Tattoos and body piercings have become increasingly prevalent in the U.S. — over 20% of adults are now tattooed. This number only will be increasing because 38% of millennials (born from 1981-1992) have tattoos, approximately half of whom have two or more, while 23% of millennials have body piercings.
More of a concern for employers, however, is that visible body art is increasing as well. This trend may be at odds with the image that an employer wishes to convey to its clients and customers, particularly given the negative stereotypes associated with body art: studies reflect negative biases against individuals with tattoos which include assumptions that they are less intelligent and attractive, and more rebellious. Not surprisingly, 60% of human resources professionals reported that visible tattoos would have a negative impact on an applicant’s chance of being hired, and 74% said the same thing about facial piercings.

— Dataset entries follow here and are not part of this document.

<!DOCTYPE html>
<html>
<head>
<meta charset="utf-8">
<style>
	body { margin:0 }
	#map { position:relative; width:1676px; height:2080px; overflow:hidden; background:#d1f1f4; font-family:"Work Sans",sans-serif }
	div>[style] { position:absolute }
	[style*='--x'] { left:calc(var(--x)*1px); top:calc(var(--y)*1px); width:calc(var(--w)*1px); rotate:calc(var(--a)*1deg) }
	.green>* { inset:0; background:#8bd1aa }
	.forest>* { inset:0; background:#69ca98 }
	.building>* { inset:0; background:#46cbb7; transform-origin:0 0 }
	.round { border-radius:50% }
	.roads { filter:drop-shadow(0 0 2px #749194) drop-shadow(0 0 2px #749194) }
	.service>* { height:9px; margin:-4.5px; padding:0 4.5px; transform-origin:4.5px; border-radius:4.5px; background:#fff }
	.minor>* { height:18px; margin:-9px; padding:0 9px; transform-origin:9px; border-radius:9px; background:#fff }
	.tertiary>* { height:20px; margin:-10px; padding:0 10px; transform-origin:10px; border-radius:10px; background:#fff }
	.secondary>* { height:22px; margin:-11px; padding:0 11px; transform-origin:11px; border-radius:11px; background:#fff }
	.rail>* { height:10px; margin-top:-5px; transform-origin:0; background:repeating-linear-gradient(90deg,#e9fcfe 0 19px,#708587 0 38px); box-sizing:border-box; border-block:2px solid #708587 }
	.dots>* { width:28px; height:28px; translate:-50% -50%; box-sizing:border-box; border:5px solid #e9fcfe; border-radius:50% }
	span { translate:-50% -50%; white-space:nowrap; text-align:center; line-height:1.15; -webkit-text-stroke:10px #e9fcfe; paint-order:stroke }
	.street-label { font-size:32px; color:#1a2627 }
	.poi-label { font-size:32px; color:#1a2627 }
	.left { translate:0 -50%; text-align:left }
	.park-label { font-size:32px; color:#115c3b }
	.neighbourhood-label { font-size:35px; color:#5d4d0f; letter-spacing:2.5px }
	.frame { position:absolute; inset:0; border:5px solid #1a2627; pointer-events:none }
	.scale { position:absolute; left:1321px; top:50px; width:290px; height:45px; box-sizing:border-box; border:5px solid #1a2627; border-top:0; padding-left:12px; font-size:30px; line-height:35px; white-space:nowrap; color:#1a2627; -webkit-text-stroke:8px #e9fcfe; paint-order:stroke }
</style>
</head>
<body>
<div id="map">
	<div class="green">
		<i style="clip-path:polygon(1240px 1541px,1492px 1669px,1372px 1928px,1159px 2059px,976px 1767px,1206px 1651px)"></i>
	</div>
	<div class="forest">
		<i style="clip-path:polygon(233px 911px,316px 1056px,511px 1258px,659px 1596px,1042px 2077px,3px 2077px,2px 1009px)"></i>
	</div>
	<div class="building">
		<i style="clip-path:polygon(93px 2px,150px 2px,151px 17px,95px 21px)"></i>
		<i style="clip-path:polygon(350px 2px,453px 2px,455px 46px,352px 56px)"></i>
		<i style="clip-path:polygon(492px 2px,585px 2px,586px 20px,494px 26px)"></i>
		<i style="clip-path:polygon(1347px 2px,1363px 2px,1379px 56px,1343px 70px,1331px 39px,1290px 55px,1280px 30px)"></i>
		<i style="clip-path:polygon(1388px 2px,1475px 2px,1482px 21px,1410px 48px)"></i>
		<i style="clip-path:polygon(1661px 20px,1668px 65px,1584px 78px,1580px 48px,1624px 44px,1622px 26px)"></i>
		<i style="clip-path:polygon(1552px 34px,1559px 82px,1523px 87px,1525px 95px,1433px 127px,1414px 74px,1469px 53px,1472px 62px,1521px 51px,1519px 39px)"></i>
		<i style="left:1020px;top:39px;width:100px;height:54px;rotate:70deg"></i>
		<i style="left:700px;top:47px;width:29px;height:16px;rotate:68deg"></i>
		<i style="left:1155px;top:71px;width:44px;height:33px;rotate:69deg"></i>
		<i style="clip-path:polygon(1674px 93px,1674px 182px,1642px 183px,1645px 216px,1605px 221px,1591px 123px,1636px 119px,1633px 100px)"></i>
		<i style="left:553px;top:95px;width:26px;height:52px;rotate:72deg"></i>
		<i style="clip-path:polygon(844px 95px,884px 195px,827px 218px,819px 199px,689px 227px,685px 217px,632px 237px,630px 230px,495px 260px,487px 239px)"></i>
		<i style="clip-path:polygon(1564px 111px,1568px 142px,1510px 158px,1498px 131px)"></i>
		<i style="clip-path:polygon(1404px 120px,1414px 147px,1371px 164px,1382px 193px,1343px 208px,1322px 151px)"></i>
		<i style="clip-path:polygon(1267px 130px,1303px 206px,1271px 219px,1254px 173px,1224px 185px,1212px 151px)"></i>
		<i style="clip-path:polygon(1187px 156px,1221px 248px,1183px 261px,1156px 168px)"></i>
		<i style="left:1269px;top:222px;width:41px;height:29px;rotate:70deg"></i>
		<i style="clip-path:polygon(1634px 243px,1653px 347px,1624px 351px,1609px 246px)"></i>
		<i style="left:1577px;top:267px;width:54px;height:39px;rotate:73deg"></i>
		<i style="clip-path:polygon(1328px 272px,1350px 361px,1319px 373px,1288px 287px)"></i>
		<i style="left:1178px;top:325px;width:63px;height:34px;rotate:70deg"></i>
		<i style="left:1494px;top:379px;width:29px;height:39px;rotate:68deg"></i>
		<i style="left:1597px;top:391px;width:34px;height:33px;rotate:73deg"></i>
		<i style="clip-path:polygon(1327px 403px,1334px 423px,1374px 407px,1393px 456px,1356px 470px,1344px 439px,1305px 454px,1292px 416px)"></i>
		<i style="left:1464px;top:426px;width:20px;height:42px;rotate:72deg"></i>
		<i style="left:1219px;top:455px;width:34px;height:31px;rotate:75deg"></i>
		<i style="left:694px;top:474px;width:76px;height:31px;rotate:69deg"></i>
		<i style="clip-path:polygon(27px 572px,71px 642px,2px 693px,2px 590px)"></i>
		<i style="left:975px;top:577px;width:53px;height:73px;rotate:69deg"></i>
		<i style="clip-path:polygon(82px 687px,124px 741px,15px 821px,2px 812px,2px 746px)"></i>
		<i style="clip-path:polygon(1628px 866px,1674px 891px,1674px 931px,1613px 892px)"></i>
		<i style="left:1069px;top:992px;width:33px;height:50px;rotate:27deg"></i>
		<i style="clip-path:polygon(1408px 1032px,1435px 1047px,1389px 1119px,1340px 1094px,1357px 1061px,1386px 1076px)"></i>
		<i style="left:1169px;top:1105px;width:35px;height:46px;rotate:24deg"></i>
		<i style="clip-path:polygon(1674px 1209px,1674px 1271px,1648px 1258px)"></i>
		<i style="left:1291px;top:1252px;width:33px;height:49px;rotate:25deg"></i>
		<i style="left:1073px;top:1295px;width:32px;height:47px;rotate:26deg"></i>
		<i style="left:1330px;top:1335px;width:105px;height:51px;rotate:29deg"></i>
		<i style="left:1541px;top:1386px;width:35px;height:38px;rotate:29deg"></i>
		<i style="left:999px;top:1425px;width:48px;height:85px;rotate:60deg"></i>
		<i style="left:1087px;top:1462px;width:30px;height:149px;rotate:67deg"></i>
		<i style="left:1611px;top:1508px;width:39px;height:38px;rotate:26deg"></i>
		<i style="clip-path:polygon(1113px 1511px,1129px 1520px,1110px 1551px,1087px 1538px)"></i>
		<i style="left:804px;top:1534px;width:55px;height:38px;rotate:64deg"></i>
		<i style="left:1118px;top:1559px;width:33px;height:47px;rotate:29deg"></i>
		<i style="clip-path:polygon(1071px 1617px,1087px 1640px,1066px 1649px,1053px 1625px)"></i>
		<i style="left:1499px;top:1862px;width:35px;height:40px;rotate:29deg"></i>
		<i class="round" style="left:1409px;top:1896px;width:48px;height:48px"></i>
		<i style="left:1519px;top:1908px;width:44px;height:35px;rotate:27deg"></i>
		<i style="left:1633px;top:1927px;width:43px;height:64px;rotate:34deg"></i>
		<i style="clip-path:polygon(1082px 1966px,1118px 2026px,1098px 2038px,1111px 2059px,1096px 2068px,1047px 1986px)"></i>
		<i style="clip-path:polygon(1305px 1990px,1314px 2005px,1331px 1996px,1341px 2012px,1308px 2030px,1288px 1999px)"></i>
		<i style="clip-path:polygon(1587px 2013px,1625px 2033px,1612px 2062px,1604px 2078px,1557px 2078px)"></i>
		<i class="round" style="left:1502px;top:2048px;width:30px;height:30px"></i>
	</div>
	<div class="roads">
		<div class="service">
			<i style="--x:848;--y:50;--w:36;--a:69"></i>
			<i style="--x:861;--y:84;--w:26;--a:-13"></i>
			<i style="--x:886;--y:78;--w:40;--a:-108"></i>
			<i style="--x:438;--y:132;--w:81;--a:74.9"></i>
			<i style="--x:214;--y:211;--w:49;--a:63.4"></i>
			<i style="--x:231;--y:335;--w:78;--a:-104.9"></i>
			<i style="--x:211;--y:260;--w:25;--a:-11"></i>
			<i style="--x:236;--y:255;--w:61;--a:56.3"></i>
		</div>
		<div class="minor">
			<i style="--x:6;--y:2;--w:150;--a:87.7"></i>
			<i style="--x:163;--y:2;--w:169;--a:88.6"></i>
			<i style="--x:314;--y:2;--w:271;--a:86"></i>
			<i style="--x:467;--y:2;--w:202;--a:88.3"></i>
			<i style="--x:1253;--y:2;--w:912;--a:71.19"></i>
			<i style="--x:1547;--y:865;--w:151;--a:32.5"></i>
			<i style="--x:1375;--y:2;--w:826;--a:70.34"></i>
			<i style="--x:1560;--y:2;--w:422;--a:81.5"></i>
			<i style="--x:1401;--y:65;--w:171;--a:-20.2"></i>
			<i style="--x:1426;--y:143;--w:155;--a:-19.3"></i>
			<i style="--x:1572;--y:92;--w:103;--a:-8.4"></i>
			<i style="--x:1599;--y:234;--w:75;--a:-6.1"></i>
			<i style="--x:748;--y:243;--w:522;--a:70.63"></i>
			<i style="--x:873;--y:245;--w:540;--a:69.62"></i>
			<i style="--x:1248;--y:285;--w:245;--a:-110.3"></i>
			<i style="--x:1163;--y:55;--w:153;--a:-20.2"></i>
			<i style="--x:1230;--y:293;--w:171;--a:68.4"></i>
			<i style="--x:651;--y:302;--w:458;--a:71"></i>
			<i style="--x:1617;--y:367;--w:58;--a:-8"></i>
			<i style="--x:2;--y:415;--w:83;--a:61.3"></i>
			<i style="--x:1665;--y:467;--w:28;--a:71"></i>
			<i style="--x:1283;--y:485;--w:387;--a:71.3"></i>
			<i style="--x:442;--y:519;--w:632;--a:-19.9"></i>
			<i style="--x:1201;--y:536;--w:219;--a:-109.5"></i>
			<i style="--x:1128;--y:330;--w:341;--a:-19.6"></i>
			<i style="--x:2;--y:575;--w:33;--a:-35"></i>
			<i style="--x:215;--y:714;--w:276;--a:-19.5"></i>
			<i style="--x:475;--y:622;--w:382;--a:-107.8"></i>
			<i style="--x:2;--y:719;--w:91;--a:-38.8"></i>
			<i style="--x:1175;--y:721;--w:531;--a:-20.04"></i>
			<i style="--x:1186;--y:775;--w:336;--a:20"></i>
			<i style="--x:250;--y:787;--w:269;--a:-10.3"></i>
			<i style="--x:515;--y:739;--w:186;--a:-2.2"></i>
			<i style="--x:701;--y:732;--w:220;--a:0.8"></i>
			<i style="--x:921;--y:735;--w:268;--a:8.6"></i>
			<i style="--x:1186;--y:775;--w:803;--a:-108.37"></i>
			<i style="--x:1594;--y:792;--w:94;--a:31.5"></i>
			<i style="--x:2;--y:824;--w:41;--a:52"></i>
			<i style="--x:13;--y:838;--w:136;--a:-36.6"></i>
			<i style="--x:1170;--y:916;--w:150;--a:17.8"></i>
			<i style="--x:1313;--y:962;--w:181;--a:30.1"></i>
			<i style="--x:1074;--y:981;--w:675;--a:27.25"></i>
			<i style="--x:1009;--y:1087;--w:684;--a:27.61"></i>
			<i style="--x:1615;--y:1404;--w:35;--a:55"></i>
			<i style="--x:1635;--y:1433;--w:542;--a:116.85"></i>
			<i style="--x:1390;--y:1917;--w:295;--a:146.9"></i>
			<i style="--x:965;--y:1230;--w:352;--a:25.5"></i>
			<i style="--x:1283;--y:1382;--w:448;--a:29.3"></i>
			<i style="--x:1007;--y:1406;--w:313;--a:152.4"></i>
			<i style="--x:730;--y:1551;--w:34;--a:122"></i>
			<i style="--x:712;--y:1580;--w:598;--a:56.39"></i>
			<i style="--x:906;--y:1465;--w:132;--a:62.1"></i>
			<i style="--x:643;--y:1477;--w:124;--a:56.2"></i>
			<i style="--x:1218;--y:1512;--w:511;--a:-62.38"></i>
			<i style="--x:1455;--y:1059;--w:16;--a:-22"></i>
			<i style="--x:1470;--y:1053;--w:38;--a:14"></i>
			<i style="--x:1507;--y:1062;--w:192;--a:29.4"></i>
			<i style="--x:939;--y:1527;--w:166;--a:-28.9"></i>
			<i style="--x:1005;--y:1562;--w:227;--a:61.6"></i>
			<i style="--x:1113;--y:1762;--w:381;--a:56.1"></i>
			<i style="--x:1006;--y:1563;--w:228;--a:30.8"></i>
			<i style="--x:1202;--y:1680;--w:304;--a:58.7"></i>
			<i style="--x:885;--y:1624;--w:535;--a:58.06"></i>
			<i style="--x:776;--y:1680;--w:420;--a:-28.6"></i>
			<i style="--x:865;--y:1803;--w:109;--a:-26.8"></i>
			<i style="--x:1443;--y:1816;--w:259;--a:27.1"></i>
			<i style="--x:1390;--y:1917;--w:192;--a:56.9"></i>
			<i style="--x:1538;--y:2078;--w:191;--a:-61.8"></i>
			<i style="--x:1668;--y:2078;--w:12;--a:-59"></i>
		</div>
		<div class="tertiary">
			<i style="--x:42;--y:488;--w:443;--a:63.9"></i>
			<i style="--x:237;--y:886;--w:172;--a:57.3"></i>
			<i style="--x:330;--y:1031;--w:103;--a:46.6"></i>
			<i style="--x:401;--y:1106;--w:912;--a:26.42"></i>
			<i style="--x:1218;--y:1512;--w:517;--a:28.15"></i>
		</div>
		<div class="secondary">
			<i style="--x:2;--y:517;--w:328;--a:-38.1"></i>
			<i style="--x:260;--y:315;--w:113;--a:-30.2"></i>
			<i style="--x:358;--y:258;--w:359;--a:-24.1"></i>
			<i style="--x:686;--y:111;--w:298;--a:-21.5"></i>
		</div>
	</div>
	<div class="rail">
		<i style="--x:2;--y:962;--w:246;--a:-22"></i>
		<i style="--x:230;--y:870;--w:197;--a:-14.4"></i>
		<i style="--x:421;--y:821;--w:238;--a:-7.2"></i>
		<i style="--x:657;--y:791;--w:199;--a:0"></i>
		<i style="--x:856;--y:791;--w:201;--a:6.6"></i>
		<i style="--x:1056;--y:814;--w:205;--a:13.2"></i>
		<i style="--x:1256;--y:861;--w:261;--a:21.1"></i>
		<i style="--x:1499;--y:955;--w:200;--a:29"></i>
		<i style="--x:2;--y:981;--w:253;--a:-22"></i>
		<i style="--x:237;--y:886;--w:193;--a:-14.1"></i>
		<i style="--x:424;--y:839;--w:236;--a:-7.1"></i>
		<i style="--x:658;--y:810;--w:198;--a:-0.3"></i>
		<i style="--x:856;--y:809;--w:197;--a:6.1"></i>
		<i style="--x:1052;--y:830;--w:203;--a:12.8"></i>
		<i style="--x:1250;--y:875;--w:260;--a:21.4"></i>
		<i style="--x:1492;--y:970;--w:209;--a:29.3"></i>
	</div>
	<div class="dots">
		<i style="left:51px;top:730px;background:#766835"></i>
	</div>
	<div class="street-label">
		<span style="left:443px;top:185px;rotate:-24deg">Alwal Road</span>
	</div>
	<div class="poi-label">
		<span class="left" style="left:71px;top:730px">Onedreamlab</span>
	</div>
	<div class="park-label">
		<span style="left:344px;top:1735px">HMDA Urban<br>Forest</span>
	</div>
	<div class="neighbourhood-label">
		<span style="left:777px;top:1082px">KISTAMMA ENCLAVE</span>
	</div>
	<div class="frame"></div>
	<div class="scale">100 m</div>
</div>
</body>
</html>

Other than a few locales prohibiting “personal appearance” discrimination (discussed below), there is no overt protection for employees with body art. However, employers should be wary of inflexible prohibitions on visible body art. This is not just another dress code issue.
Litigation based on disputes over body art has arisen principally in the context of religious discrimination. For instance, in one case, a member of the Church of Body Modification – which, unsurprisingly, considers piercing a religious act – alleged discrimination after her employer, a retailer, required her to either cover a facial piercing or replace it with a clear insert; the court found in the employer’s favor, holding that the proposed accommodations were reasonable given its interest in presenting a “neat, clean and professional image.” Similarly, Swartzentruber v. Gunite Corp. upheld an employer’s requirement that an employee cover an offensive religious tattoo – a “Fiery Cross” in support of the Church of the American Knights of the Ku Klux Klan – even though other employees displayed inoffensive tattoos. 99 F. Supp. 2d 976 (N.D. Ind. 2000).
In such accommodation cases, courts will closely examine the facts on a case-by-case basis. Thus, not all employers have been successful. For instance, in EEOC v. Red Robin Gourmet Burgers Inc., the court ruled in favor of the employee; there was no undue hardship in allowing an employee to continue working with a 1/4” religious tattoo on his wrist, given its size and that the employer hadn’t objected to it for six months prior to termination. 2005 WL 2090677 (W.D. Wash. Aug. 29, 2005).
While litigation based on other protected classes is far less common, employers should recognize that body art may relate to other protected classes. There is very real a disparity in who has body art – one study found that roughly 47% of Hispanic and 33% of African-American respondents had body art, both well above the national average. Thus, it is not hard to imagine that rigid policies against body art could disparately impact one or more protected classes.
Only a few local governments – including Washington, D.C.; Madison, Wisconsin; Santa Cruz, California; and Urbana, Illinois – currently prohibit discrimination based on “personal appearance,” which would include discrimination for visible body art. Yet, even there, courts have been deferential to employers defending claims of body art discrimination, so long as the employer can proffer a “reasonable business purpose” for the rule – such as to preserve the employer’s “conservative” image – and is flexible in accommodating the body art by permitting the employee to cover it. Sam’s Club, Inc. v. Madison EEOC, 668 N.W.2d 562 (Wis. App. 2003).
Employers need to think about this issue before it hits home.
First, blanket bans on body art should be avoided; limits on employees showing body art should be [A] based on more than a general aversion to body art (but a business plan to present a “neat, clean and professional image” in customer access jobs has been sufficient to date) and [B] flexible with options to offer reasonable accommodations to employees with visible body art – such as allowing them to cover the art – rather than taking an adverse action.
Second, any policy regarding visible body art should be consistently applied to avoid discrimination claims arising from disparate application, such as in a Massachusetts case where the employer prohibited women, but not men, from displaying tattoos. Hub Folding Box Co. v. Mass. Comm’n Against Discrim., 52 Mass. App. Ct. 1104 (Mass. App. Ct. 2001).
Finally, decision-makers need to be educated to be sensitive to body art’s significance not only to the wearer (which may reflect a religious symbol or an ethnic symbol) but also to observant co-workers. See, e.g., King v. ST Aerospace Mobile Inc., 2013 WL 2635926, at *19 n.35 (S.D. Ala. June 11, 2013)(African-American employee offered evidence of Confederate flag tattoo on white co-worker as one piece of evidence in his unsuccessful attempt to identify a pattern of racial harassment).
Jack London once said “Show me a man with a tattoo and I’ll show you a man with an interesting past.” But that was a hundred years ago. Today, show me an employee with a tattoo and I will show you a manager developing ulcers.